Kiss is an American rock band from New York. Formed in January 1973, the group originally included rhythm guitarist and vocalist Paul Stanley, bassist and vocalist Gene Simmons, lead guitarist Ace Frehley and drummer Peter Criss. Songwriting is typically led by Stanley and Simmons, who also perform the majority of lead vocals, although all members regularly contribute. The band's self-titled debut album featured only one songwriting credit for Frehley and Criss (on "Love Theme from Kiss", written by all four members), as well as a cover version of Bobby Rydell's "Kissin' Time". Frehley wrote or co-wrote three songs on Hotter than Hell, and two on 1975's Dressed to Kill. For Destroyer, the band worked closely with producer Bob Ezrin, who was credited for songwriting on seven of the album's nine tracks.

Rock and Roll Over, released in 1976, was again led by Stanley and Simmons, with Sean Delaney co-credited alongside the former on three tracks. 1977's Love Gun featured a writing credit each for Frehley and Criss, as well as a cover of "Then She Kissed Me", originally by The Crystals. After each member released an eponymous solo album in 1978, Kiss returned in 1979 with Dynasty, which featured session drummer Anton Fig in place of the injured Criss.

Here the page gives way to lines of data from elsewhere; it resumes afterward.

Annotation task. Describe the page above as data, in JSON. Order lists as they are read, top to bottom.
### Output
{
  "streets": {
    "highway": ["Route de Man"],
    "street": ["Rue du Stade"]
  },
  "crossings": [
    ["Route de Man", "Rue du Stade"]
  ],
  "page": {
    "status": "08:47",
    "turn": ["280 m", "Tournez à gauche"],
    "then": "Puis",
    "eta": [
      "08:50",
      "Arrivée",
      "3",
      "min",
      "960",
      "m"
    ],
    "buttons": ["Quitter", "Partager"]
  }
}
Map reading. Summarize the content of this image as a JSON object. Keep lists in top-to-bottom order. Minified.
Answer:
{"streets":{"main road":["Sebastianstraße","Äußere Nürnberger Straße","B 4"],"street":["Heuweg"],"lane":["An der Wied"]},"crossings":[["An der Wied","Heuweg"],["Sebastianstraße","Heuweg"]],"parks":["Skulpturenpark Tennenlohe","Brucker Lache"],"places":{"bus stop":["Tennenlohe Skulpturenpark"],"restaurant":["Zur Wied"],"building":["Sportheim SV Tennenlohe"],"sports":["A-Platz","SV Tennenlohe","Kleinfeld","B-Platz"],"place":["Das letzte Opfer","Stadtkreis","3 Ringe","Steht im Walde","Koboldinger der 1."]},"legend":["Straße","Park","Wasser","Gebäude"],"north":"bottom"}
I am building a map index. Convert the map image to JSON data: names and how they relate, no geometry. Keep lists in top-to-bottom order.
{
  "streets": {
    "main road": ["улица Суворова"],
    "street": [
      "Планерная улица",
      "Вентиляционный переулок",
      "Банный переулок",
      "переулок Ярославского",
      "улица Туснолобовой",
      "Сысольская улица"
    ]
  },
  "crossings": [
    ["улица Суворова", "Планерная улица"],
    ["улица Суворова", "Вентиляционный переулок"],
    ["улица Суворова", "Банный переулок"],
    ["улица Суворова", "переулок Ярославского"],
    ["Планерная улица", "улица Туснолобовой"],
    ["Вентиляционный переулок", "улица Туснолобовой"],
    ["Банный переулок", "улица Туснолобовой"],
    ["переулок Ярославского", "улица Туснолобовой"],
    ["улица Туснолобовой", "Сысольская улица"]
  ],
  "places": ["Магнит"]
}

Fig also performed on Unmasked the following year, by which time Criss had left Kiss. Unmasked included several songwriters from outside of the band, including producer Vini Poncia on all but three tracks. Following the addition of Eric Carr on drums, the band released Music from "The Elder" in 1981, which was the last to feature Frehley who departed the following year.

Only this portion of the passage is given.